Raízes Africanas e Resistência Caribenha
Os primeiros setores da apresentação da Tuiuti abordarão a gênese do Ifá, mostrando sua chegada à Terra e a transmissão primordial do conhecimento aos primeiros babalaôs, os sacerdotes dessa fé. Em seguida, a narrativa explora como o Ifá se disseminou para outras civilizações no continente africano, além dos iorubás. A escola então mergulhará no impacto devastador do tráfico negreiro e na diáspora africana, destacando a feroz resistência à escravidão em Cuba. Um dos episódios marcantes que serão retratados é a Revolta de Matanzas, ocorrida em 1843, liderada por Carlota Lacumí, uma mulher de ascendência iorubá que personifica a força e a religiosidade que cruzaram o Atlântico.
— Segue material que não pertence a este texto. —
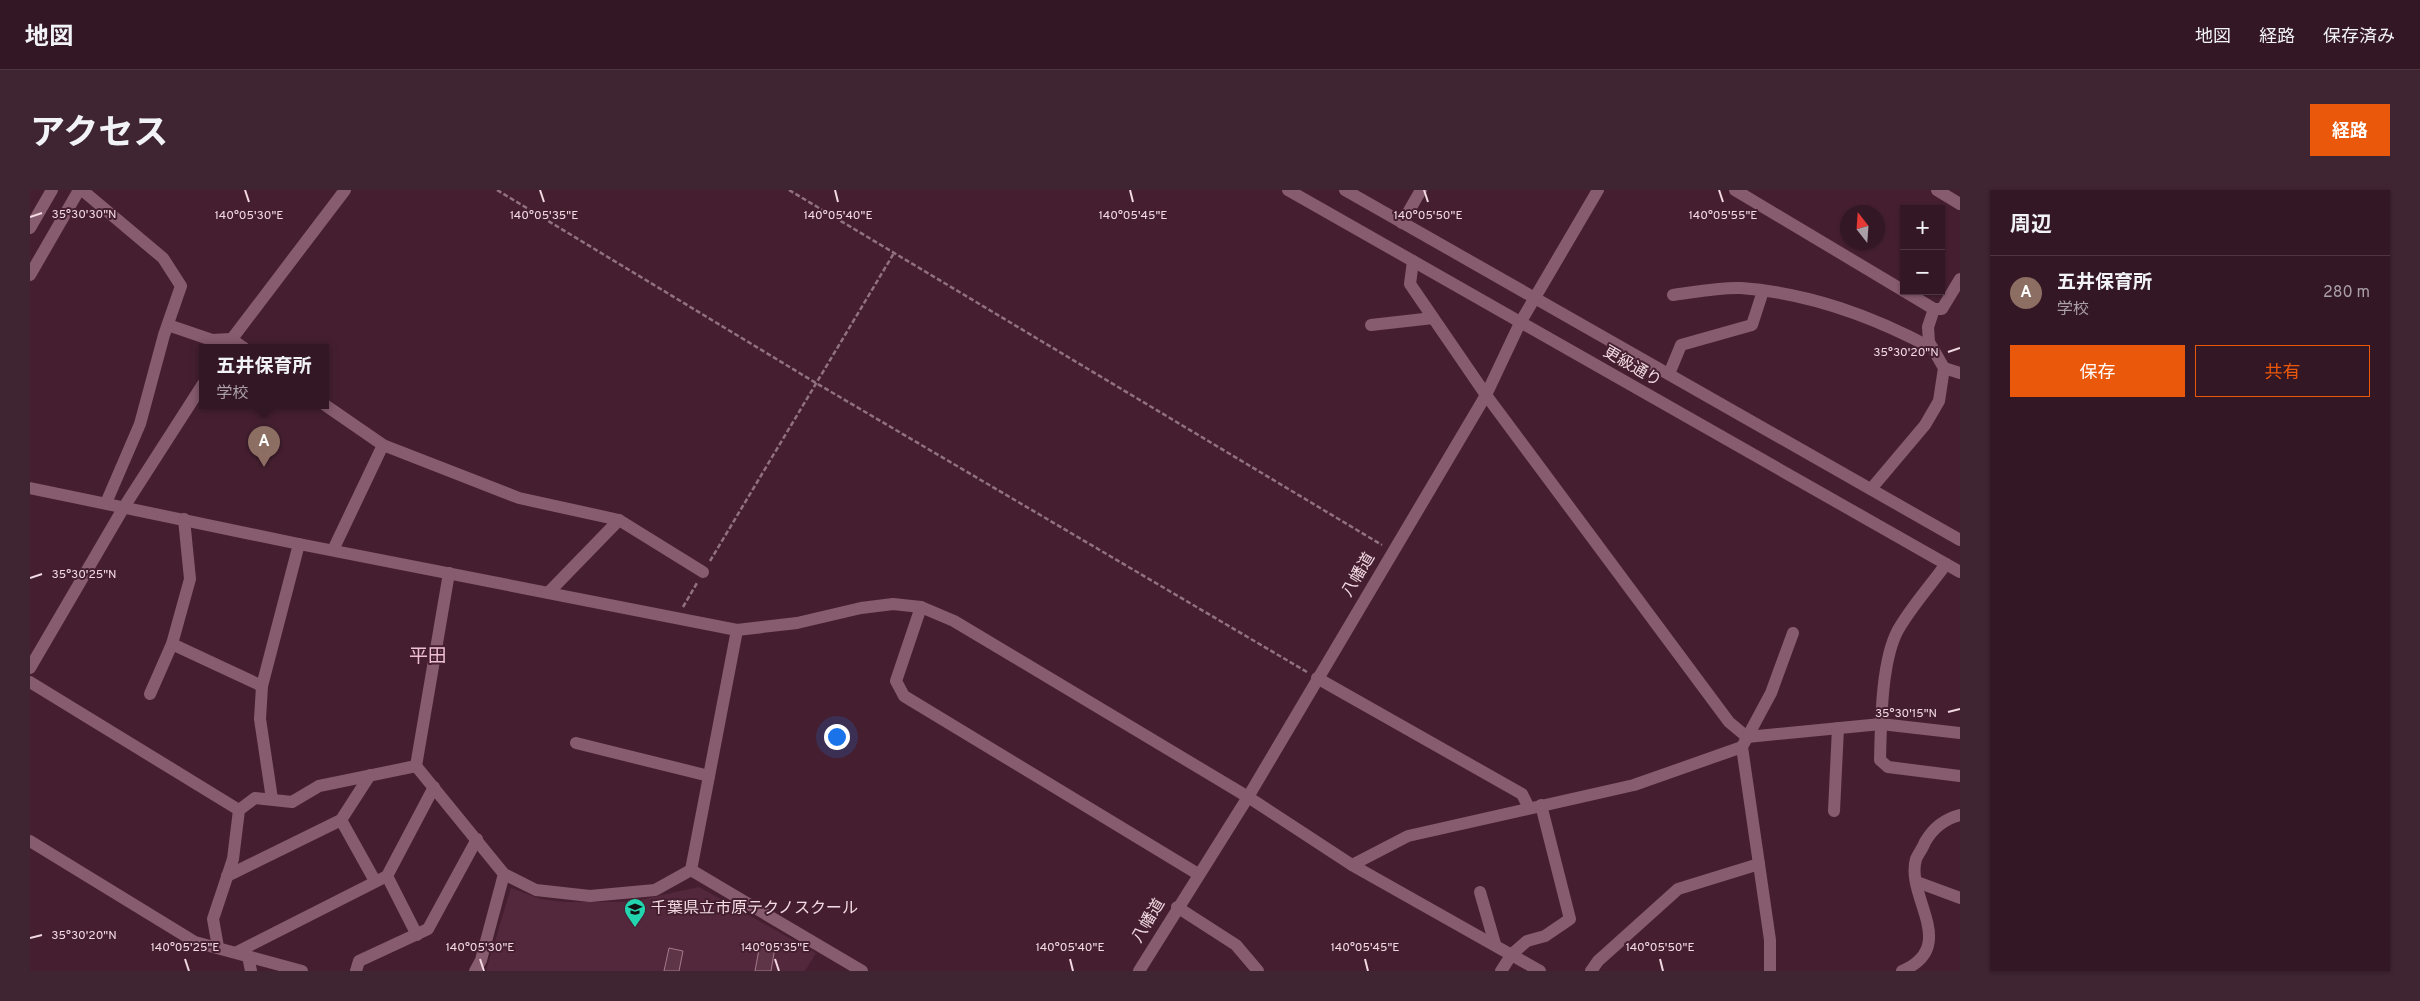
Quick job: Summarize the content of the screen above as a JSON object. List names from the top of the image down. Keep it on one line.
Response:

O Florescer Espiritual e a Cultura dos Orixás
O desfile prosseguirá celebrando a espiritualidade dos orixás no “novo mundo”. O quarto setor homenageará Adeshina Remigio Herrera, considerado o primeiro babalaô do Ifá em Cuba, vindo da província de Matanzas. Este momento ilustrará o encontro grandioso e a interação das divindades africanas com as ancestralidades dos povos originários do continente americano, culminando no florescimento do Ifá Lucumí. Na sequência, a Tuiuti apresentará elementos essenciais do culto religioso, como os locais de assentamento, os rituais sagrados (ebós), as comidas e as oferendas, evidenciando as semelhanças profundas com o Candomblé brasileiro.
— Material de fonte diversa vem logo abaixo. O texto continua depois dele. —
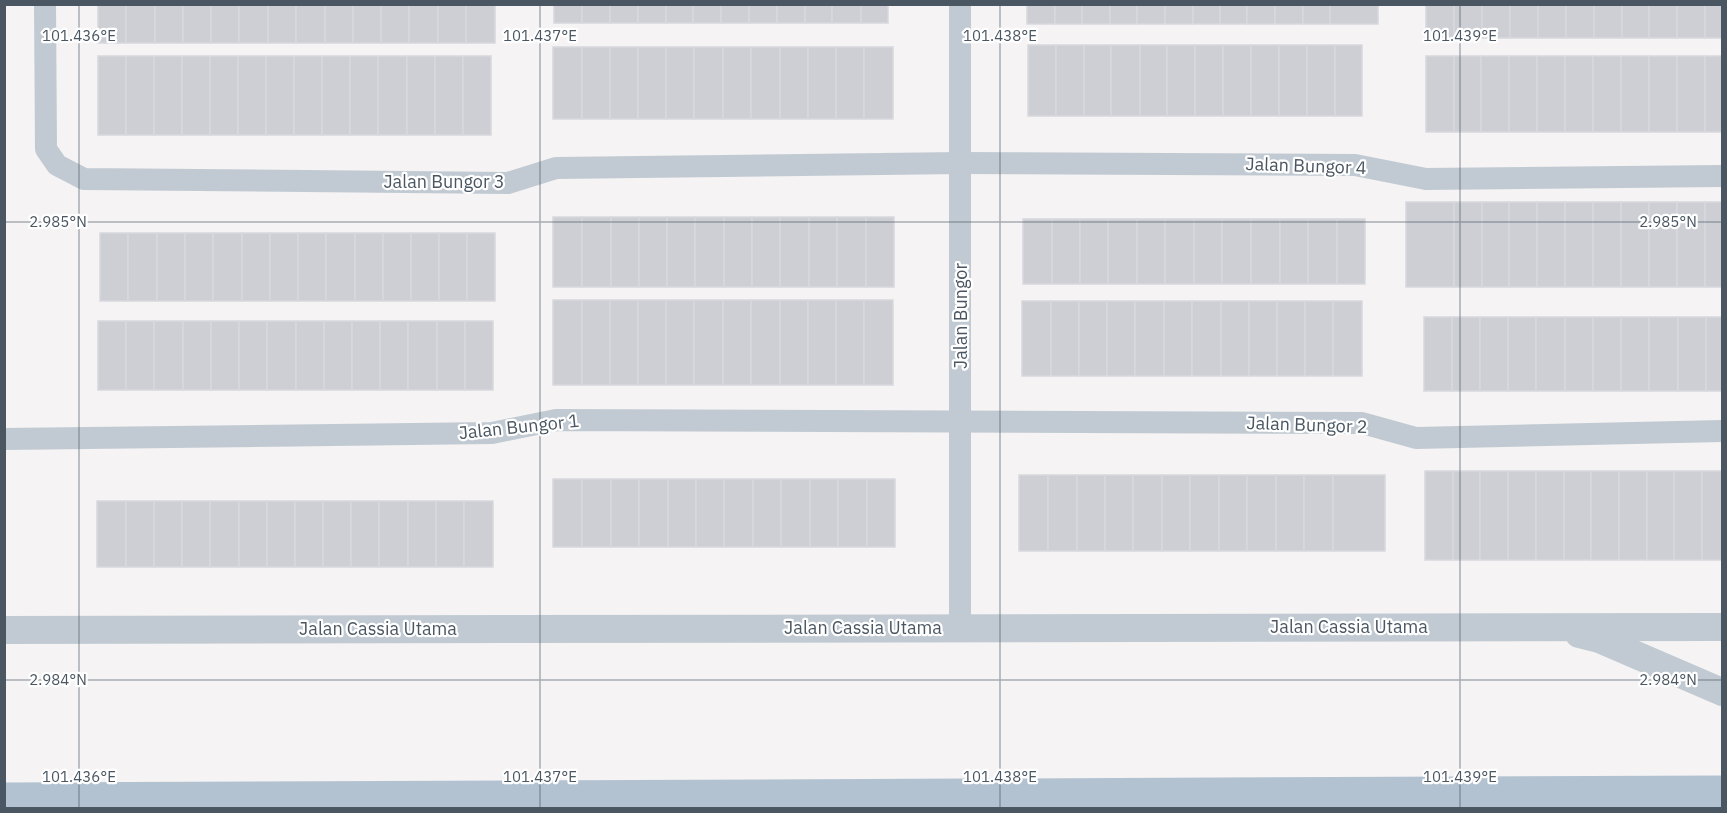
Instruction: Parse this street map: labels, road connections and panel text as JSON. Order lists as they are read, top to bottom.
{
  "streets": {
    "street": [
      "Jalan Bungor 4",
      "Jalan Bungor 3",
      "Jalan Bungor",
      "Jalan Bungor 2",
      "Jalan Bungor 1",
      "Jalan Cassia Utama"
    ]
  },
  "crossings": [
    ["Jalan Bungor 4", "Jalan Bungor 3"],
    ["Jalan Bungor 4", "Jalan Bungor"],
    ["Jalan Bungor 3", "Jalan Bungor"],
    ["Jalan Bungor", "Jalan Bungor 2"],
    ["Jalan Bungor", "Jalan Bungor 1"],
    ["Jalan Bungor", "Jalan Cassia Utama"],
    ["Jalan Bungor 2", "Jalan Bungor 1"]
  ],
  "coordinates": [
    "101.436°E",
    "101.437°E",
    "101.438°E",
    "101.439°E",
    "2.985°N",
    "2.984°N"
  ]
}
O Legado e a Chegada do Ifá Lucumí ao Brasil
A conclusão do enredo da Paraíso do Tuiuti traça a linha final da diáspora espiritual, abordando a chegada do Ifá Lucumí ao Brasil. Esse marco se deu no início da década de 1990 com a vinda do babalaô cubano Rafael Zamora Díaz (Awó de Orumilá Ogunda Keté) ao Rio de Janeiro. A escola prestará tributo a essa figura central, cuja vida foi tragicamente interrompida por assassinato na cidade, consolidando a conexão direta e a perpetuação da tradição Ifá entre Cuba e o Brasil.
Com este enredo, a Paraíso do Tuiuti, fundada em 1952 e com um histórico de abordagens sociais impactantes – como o vice-campeonato de 2018 com o enredo sobre a abolição da escravatura –, reafirma seu compromisso em dar voz a narrativas históricas e culturais significativas. O desfile promete ser um espetáculo de celebração da resistência, da fé e da inestimável herança africana que une Brasil e Cuba, enriquecendo o carnaval carioca com sua mensagem profunda e relevante.